Last edited by a moderator:
That drifting is probably caused by rotational correction going off for you and on for the other pilot.
^This
The problem is that the rotational correction turns off within the mail slot. Imagine it like that: Within the slot rotational correction (theoretically) works by thrusting up (or down), following the rotation and towards the center of rotation to keep the distance the same. Once you stop following the rotation you will end up with slight inward momentum. If that's the real reason, no clue, but I guess it makes sense. Anyways I have experienced the same. I'm always drifting towards the middle. It's worse with ships who generally accelerate slower/drift more, so the explanation would make sense.
 
Last edited:
My understanding (or what I always thought) was this was the Toast Rack trying to be useful and assist you with getting on centre.
 
The station is moving, orbiting around something. I've always felt this 'drifting' as the station trying to move away from me :)
 
The station is moving, orbiting around something. I've always felt this 'drifting' as the station trying to move away from me :)

That's just an optical illusion caused by the rotation ;) The station is moving (very fast, way faster than you can thrust in normal space), however when you are instanced with the station you move with it, so for you it is always stationary. It's the same for all objects like planet rings. There you can even see the sun rise or set (covered by the planet) on fast rotating planets. You can see the station move when you lock onto it and drop out of SC far enough to be placed in a separate instance, where you can see the marker rush across your screen. On fast stations throttling down to 30km/s in SC does the same.
 
Last edited:
Yesterday I saw a post of a commander saying his ship was pulled to the center of the station's entrance. And the same day happened to me. I own a Python and never happened until yesterday... Maybe it's a bug. Just saying...
 
It's not a bug. The entrance to a station has a 'magnetic' field that always pulls you towards the centre of the docking port. It is supposed to make docking a bit easier in larger ships.

The bigger the ship, the bigger the effect and the further from the centre, the bigger the pull.

Moral of the story: Don't try and pass a T9 or anaconda in the docking port, you may get pulled into a collision.
 
It's not a bug. The entrance to a station has a 'magnetic' field that always pulls you towards the centre of the docking port. It is supposed to make docking a bit easier in larger ships.

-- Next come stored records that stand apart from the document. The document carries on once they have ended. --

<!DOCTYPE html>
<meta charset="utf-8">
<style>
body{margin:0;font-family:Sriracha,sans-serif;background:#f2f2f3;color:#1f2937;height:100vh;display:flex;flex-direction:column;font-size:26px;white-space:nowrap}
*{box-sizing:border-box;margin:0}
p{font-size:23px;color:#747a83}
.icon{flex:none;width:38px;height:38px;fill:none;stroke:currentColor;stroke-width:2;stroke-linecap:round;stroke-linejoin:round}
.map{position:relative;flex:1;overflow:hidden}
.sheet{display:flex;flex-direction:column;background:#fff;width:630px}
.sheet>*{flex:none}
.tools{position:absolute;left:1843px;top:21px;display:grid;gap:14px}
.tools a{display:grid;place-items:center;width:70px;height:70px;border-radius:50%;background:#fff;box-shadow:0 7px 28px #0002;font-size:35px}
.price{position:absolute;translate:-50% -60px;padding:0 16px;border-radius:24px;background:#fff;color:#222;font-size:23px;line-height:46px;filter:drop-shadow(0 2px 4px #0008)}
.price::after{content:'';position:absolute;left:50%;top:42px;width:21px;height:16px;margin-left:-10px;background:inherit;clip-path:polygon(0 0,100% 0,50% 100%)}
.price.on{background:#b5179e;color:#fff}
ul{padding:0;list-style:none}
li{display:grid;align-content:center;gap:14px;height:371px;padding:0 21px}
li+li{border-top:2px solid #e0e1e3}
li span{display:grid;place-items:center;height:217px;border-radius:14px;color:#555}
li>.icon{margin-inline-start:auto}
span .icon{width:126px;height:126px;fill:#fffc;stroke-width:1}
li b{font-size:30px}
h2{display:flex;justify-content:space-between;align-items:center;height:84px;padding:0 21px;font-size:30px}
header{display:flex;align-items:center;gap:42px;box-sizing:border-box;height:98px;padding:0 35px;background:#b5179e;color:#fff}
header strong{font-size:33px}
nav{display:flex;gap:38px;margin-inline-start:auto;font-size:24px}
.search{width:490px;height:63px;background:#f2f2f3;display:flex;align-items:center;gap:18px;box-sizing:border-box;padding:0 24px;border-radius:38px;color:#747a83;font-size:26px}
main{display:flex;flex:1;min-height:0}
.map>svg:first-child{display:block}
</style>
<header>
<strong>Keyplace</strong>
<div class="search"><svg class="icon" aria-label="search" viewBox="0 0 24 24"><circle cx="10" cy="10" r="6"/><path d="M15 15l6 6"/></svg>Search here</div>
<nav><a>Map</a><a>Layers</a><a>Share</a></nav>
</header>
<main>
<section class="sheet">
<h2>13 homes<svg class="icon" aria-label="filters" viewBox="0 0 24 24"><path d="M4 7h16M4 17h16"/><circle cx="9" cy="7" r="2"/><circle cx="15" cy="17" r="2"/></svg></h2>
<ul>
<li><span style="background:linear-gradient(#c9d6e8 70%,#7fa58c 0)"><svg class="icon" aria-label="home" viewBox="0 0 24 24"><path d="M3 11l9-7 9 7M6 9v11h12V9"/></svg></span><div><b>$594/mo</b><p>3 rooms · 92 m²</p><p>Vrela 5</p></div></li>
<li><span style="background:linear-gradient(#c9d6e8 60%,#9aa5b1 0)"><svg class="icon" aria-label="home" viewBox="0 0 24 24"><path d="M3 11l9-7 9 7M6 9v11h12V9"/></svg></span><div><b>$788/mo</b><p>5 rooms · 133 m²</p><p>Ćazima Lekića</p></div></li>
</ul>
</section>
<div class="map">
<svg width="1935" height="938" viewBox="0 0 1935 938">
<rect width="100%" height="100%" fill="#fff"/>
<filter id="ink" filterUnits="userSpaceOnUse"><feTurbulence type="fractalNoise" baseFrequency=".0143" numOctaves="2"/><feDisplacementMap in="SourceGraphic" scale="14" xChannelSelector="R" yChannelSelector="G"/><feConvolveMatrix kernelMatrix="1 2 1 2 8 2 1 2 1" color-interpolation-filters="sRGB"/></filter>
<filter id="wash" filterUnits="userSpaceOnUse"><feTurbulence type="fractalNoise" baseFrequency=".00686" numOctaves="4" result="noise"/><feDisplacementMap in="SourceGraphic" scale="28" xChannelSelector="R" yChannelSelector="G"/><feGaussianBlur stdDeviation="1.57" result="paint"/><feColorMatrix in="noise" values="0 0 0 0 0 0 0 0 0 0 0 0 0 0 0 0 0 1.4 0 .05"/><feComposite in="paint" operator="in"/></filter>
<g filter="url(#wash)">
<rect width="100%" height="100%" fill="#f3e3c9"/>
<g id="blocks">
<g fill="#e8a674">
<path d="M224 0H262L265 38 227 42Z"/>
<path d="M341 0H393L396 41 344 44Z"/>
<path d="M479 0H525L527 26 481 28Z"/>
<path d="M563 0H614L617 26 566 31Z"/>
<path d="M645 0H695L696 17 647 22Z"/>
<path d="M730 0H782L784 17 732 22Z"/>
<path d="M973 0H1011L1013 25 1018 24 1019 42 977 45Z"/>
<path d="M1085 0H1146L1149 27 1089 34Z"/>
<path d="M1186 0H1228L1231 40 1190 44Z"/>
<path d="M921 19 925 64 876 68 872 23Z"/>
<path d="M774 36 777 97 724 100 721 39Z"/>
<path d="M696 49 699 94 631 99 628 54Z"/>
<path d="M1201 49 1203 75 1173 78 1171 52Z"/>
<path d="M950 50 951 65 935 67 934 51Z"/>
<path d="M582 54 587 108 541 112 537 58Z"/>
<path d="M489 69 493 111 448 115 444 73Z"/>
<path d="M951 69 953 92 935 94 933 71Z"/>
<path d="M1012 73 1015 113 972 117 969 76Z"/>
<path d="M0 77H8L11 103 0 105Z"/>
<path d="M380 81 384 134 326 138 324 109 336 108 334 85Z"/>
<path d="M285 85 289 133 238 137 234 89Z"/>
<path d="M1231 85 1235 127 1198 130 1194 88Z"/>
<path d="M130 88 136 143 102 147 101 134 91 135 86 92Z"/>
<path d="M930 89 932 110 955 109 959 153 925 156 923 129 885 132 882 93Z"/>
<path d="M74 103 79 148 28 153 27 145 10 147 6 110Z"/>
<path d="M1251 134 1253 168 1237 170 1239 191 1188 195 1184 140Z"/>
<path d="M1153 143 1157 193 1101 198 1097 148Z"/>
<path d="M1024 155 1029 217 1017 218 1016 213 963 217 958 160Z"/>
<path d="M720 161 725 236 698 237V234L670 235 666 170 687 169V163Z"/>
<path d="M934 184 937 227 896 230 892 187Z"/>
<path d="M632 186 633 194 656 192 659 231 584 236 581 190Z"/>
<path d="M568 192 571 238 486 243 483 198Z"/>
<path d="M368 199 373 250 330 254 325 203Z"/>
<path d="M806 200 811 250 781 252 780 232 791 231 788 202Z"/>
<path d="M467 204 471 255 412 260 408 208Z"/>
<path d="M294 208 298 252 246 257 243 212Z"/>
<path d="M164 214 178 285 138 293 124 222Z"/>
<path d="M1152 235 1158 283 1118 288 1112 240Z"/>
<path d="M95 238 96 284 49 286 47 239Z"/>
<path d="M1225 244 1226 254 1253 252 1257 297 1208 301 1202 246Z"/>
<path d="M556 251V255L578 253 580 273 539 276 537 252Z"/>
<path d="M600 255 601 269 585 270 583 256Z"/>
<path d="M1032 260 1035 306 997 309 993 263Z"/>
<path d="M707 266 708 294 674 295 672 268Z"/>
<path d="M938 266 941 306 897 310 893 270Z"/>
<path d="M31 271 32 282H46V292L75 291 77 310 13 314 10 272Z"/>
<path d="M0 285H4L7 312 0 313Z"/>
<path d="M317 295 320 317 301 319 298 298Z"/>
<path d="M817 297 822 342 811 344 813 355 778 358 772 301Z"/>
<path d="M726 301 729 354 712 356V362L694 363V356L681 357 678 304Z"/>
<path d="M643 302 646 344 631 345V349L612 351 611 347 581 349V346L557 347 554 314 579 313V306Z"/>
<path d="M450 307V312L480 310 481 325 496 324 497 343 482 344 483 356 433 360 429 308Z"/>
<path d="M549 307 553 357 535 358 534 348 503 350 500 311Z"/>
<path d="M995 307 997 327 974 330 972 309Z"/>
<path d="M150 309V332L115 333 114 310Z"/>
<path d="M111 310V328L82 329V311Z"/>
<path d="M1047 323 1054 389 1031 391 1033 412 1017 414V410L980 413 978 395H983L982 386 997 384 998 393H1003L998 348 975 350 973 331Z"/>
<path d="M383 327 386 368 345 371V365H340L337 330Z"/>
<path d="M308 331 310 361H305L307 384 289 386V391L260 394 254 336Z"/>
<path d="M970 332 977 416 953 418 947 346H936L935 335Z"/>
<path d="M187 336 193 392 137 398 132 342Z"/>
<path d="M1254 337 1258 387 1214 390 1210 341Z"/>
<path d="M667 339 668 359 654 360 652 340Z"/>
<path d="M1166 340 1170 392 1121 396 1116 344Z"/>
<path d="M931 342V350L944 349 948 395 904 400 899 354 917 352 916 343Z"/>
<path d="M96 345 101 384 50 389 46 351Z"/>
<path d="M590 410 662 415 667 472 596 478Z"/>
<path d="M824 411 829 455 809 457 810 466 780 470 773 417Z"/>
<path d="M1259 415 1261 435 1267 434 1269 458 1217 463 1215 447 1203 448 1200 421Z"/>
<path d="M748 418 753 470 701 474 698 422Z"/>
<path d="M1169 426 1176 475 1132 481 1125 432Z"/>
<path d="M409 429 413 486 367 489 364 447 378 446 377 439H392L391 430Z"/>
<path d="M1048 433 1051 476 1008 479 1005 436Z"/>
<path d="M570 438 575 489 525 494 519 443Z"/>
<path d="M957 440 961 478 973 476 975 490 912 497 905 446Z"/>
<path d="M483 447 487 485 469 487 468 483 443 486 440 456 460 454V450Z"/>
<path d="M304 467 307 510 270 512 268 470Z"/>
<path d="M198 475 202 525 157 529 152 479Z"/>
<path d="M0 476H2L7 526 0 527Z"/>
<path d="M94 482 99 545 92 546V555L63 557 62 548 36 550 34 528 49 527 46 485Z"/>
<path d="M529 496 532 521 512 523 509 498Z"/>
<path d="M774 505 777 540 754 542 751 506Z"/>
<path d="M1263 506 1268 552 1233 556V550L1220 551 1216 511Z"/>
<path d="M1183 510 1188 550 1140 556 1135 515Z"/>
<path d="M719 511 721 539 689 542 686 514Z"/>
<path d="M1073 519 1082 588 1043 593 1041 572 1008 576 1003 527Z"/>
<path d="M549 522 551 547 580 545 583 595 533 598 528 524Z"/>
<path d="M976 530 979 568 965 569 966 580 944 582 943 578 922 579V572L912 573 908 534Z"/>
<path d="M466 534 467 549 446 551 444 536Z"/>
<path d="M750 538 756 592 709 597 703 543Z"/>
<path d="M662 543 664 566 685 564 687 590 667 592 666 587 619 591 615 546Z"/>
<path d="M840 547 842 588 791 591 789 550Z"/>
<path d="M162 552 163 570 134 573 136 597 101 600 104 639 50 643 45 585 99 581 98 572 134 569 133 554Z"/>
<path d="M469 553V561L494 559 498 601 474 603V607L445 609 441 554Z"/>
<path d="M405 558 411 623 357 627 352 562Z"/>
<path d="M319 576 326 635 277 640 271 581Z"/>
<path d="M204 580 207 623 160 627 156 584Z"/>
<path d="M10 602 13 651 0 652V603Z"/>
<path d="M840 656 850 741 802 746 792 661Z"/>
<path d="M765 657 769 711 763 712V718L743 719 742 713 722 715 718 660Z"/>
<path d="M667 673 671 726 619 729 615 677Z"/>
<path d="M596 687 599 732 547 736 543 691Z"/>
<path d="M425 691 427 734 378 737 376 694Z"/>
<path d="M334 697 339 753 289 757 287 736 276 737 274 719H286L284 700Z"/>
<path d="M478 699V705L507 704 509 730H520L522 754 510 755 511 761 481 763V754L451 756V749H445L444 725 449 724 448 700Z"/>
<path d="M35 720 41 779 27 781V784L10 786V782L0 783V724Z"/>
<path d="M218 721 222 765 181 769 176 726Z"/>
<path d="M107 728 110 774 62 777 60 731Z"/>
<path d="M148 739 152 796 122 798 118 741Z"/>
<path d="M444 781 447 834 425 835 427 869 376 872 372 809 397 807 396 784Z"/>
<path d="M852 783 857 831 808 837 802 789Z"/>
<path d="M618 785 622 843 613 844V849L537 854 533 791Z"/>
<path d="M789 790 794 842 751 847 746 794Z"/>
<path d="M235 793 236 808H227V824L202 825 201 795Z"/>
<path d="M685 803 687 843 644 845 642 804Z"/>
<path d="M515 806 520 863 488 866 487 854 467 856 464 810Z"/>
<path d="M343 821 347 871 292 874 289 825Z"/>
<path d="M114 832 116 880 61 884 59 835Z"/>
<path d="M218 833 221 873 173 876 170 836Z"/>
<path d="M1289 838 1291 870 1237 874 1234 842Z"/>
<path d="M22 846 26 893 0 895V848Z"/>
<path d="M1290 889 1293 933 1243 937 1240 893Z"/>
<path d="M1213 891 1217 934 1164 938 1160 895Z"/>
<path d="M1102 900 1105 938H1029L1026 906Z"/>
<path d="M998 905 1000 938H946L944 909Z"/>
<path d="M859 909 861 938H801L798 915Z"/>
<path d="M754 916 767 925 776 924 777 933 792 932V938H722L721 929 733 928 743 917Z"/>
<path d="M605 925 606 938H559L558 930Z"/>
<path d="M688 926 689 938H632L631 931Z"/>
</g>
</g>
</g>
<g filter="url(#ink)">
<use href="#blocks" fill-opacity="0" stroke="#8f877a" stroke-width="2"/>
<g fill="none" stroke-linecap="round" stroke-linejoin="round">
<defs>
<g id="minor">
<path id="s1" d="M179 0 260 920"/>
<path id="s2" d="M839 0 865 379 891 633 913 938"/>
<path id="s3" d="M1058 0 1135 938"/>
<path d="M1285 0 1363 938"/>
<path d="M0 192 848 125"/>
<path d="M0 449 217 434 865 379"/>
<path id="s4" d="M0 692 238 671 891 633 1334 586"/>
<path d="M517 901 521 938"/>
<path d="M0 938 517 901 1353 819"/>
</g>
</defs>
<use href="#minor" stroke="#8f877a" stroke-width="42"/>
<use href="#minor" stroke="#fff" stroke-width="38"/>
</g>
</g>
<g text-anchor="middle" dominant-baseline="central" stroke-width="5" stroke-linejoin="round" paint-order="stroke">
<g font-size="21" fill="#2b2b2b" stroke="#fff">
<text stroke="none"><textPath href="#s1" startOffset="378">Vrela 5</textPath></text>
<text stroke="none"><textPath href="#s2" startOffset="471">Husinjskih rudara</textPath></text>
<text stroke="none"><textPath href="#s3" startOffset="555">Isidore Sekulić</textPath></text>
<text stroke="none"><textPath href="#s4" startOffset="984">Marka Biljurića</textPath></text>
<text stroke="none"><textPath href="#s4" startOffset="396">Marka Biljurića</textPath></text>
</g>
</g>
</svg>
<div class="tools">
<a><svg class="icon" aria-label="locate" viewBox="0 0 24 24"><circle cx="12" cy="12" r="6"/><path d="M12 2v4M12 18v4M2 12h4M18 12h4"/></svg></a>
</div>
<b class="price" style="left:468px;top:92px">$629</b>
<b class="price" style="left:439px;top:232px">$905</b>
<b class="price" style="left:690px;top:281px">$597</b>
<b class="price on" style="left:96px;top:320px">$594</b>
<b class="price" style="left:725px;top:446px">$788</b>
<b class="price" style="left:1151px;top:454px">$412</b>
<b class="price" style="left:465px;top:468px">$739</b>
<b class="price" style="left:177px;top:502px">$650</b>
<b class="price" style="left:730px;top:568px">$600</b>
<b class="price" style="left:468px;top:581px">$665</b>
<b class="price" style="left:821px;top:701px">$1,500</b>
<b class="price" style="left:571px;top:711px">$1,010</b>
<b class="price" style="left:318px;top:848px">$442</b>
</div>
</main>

The bigger the ship, the bigger the effect and the further from the centre, the bigger the pull.

Moral of the story: Don't try and pass a T9 or anaconda in the docking port, you may get pulled into a collision.

So, the most dangerous parts of the game are those that are supposed to make things easier? I'm partly bypassing this issue from now on by having downsized the physical mass of my ship to that of a Python. Now, I am unable to get the game started due to connection errors. Maybe Frontier doesn't approve that sort of problem solving.

Be that as it may, my opinion is clear on this matter: Please, someone, make it stop! It's unnecessarily dangerous in the worst possible way.
 
It's been there since beta and there was some hearty 'discussion' about it when they put it in. So I think it is unlikely they'll change it now. My opinion: they have other things to work on that are more important (like Chaodiurn's connection problems).

These days I just go straight down the middle, can get a bit interesting in open!